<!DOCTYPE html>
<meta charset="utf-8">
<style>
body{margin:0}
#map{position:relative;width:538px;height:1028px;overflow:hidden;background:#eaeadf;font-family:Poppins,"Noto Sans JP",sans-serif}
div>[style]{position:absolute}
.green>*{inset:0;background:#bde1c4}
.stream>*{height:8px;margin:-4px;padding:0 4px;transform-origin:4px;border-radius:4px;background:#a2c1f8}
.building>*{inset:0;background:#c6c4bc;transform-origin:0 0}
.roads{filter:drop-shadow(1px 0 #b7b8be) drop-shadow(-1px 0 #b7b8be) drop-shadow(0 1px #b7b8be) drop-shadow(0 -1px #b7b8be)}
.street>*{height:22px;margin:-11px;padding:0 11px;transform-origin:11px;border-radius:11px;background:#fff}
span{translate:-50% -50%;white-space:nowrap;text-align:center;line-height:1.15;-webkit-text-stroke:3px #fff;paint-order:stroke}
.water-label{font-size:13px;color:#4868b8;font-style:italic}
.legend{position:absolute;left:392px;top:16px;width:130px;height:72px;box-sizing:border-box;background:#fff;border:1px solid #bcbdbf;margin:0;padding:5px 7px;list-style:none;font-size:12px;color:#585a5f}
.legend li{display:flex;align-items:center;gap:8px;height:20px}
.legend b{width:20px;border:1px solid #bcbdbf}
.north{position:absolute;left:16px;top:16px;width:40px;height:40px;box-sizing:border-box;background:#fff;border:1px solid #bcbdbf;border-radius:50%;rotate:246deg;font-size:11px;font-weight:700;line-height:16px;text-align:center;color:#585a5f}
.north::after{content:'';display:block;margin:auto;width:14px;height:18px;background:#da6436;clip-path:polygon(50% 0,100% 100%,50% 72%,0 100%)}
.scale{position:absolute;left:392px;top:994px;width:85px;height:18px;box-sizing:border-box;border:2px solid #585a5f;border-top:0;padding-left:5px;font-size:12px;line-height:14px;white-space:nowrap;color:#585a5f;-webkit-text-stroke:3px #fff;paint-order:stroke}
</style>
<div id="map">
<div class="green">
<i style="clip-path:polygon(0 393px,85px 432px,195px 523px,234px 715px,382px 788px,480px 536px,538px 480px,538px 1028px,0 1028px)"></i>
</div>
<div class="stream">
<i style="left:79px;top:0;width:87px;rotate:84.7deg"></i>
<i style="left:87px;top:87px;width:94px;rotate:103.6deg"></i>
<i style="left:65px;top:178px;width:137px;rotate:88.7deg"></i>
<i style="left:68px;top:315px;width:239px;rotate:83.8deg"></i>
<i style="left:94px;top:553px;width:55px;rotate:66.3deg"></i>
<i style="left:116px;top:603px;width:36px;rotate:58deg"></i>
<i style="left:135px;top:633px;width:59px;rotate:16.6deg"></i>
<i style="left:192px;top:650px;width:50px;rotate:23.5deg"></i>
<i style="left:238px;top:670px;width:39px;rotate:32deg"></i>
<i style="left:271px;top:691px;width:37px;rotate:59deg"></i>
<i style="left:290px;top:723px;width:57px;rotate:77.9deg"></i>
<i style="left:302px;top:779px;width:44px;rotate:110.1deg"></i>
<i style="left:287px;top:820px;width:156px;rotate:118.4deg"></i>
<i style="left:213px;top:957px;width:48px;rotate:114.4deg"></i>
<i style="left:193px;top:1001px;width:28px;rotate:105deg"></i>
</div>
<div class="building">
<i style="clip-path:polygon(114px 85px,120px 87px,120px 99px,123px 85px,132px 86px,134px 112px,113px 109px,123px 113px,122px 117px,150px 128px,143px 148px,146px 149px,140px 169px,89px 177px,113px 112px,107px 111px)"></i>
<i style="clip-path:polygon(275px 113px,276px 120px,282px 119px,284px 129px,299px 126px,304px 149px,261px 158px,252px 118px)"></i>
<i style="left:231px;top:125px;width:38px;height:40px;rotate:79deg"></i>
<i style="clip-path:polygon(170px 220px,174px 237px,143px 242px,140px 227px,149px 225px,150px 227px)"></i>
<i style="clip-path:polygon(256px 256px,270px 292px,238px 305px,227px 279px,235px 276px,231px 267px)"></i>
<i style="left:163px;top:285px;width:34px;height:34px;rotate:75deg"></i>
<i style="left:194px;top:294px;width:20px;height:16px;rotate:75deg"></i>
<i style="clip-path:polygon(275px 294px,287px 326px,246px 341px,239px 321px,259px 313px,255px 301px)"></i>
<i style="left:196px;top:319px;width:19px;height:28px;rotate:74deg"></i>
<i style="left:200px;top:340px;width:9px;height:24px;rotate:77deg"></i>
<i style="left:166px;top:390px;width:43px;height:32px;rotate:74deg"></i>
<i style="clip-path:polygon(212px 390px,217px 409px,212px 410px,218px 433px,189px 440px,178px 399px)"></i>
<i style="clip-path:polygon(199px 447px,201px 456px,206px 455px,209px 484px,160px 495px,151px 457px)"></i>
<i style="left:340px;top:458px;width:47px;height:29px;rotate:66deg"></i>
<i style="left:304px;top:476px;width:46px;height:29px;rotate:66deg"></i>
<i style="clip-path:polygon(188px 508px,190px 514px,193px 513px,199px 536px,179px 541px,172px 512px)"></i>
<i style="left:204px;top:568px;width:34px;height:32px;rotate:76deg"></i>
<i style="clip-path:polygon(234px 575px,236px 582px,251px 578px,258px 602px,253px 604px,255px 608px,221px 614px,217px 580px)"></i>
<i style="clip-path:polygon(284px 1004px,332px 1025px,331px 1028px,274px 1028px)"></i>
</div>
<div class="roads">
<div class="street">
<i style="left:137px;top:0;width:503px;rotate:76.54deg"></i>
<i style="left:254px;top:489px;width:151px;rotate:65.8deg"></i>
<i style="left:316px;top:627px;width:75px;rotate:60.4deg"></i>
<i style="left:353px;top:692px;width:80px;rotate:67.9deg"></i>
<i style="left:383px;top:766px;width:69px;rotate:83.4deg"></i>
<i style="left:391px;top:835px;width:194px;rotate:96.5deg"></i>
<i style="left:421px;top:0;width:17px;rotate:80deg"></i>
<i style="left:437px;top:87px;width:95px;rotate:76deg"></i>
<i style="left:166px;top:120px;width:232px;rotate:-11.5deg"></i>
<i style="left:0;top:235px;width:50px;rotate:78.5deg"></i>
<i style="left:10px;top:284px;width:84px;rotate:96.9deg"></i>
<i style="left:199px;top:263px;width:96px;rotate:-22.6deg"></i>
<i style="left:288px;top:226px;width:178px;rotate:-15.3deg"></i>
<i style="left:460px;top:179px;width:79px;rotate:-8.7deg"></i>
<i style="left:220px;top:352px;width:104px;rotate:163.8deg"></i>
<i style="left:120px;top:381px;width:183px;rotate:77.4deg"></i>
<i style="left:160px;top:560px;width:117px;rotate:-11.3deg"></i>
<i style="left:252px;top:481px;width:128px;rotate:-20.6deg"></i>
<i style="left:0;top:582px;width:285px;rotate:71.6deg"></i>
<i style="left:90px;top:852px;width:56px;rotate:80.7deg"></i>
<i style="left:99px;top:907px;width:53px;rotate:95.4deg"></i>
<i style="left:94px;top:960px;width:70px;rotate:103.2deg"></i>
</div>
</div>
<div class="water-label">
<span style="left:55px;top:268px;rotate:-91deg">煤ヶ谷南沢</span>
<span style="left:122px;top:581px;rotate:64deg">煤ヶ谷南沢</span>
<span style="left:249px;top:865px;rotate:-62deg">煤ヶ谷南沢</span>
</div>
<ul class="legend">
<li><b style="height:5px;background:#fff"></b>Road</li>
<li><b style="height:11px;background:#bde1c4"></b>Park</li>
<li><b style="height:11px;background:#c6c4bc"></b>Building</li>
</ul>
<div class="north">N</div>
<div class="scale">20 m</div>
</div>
———
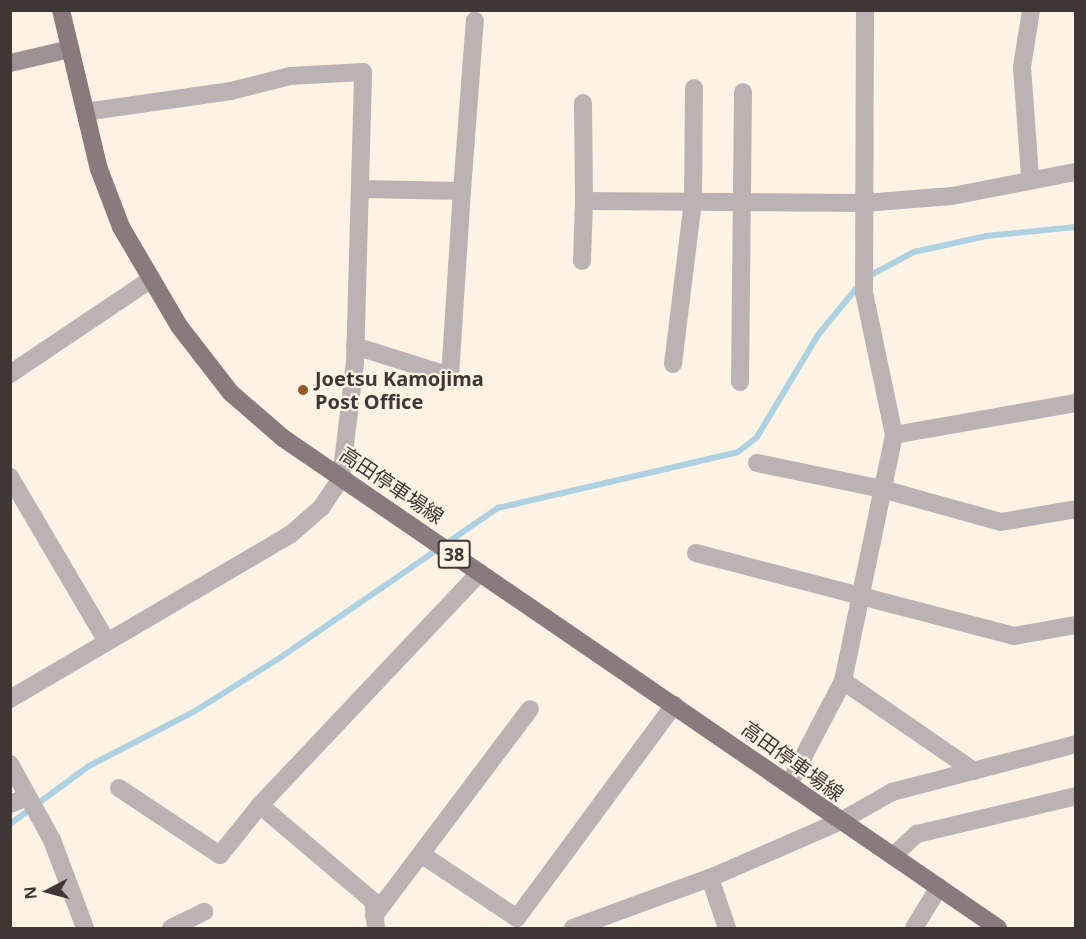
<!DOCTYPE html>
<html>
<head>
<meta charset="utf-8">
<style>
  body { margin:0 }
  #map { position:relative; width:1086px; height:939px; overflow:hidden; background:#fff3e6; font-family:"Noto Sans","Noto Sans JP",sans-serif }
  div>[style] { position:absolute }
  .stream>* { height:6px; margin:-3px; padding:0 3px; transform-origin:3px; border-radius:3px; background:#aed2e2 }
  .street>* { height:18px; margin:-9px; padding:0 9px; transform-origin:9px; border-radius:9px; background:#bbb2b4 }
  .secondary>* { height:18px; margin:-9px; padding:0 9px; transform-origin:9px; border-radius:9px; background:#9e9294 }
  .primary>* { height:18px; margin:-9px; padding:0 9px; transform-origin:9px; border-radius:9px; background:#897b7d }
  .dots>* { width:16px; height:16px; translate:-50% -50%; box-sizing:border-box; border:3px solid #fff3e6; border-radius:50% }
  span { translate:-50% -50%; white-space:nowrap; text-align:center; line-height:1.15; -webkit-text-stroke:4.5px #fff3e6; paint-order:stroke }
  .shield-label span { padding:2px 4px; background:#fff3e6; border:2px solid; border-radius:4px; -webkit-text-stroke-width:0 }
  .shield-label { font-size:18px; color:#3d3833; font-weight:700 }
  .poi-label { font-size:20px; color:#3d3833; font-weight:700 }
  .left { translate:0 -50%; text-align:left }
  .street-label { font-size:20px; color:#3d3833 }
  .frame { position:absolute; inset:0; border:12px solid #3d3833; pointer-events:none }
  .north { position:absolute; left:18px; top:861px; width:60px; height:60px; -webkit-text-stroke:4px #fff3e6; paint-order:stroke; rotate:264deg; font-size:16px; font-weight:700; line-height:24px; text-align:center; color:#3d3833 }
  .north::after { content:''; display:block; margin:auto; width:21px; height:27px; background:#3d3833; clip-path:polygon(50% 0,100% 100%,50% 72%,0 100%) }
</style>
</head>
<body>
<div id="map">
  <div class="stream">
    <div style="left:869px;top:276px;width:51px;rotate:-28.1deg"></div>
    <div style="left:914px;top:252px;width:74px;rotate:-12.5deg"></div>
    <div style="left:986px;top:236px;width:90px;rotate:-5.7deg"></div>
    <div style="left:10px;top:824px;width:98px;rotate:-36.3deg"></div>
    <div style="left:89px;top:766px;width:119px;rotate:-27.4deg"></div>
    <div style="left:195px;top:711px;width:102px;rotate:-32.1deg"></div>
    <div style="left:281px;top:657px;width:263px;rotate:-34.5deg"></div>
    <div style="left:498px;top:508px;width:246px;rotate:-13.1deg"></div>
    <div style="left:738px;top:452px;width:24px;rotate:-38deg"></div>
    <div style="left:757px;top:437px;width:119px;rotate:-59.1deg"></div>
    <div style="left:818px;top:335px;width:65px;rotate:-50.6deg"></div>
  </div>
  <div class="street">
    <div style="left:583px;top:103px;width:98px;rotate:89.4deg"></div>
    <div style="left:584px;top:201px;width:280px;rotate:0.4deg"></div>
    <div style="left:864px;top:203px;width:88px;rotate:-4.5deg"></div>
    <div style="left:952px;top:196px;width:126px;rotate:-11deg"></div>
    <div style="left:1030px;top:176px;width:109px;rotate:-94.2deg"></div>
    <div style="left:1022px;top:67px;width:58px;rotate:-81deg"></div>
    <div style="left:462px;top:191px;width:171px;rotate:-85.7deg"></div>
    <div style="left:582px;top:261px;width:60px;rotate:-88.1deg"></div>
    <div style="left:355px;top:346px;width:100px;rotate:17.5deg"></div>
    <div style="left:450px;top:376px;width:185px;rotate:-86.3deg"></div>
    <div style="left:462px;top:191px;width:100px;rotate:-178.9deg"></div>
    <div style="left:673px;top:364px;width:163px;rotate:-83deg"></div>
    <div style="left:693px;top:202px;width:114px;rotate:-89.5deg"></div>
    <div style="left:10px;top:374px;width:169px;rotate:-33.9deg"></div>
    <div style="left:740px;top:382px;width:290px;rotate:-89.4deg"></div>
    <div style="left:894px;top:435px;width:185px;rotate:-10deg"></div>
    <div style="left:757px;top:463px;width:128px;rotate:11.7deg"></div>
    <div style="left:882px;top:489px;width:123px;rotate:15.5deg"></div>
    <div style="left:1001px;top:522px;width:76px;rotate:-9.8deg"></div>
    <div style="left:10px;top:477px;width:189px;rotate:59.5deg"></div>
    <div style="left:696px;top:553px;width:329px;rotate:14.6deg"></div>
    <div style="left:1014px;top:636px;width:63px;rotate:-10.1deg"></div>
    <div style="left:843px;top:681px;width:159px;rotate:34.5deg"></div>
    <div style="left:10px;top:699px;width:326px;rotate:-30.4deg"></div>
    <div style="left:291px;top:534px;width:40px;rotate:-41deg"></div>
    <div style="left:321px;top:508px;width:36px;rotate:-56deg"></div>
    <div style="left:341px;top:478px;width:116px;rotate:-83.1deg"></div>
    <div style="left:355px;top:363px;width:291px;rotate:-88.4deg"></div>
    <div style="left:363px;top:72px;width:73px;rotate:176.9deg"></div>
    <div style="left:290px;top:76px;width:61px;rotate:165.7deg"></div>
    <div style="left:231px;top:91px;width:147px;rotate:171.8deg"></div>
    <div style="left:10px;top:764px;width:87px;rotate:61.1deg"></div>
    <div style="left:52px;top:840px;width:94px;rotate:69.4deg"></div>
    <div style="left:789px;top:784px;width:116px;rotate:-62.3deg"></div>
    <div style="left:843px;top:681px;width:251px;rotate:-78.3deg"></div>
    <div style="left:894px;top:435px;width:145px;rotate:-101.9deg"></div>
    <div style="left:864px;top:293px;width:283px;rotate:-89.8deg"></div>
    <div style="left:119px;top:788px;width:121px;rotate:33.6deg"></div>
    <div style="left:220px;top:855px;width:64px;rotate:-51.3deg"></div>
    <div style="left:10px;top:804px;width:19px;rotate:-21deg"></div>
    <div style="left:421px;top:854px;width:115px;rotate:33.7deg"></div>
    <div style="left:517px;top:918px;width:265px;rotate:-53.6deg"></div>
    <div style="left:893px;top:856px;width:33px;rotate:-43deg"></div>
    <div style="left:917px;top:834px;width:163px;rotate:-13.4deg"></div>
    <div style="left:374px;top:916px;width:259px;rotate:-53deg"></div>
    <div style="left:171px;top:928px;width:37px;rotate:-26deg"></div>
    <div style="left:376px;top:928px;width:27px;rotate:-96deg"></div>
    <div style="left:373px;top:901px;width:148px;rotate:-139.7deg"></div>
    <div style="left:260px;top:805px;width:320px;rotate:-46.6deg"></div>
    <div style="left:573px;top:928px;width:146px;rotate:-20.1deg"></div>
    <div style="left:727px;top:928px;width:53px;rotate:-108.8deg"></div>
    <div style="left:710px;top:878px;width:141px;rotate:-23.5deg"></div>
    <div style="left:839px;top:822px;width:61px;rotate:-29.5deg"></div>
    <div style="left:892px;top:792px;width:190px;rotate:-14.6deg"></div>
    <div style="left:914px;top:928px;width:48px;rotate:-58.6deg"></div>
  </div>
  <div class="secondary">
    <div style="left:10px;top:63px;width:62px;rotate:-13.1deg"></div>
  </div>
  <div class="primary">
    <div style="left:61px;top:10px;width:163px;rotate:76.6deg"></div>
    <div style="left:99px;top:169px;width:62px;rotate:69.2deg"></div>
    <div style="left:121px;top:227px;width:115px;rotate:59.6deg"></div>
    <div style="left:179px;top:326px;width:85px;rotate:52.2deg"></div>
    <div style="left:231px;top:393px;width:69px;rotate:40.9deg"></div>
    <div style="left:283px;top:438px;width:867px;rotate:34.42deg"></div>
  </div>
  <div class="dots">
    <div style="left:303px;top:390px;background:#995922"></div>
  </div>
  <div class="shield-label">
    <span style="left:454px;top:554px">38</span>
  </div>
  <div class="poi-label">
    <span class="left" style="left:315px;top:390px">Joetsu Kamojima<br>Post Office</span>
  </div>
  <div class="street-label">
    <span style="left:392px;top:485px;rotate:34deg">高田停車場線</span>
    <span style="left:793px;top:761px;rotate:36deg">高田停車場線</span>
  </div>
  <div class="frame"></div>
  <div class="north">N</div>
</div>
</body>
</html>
———
-- Problem statement --
Copy each line of the entries in which the string "Noto" is found.

-- Solution to this task --
#map{position:relative;width:538px;height:1028px;overflow:hidden;background:#eaeadf;font-family:Poppins,"Noto Sans JP",sans-serif}
  #map { position:relative; width:1086px; height:939px; overflow:hidden; background:#fff3e6; font-family:"Noto Sans","Noto Sans JP",sans-serif }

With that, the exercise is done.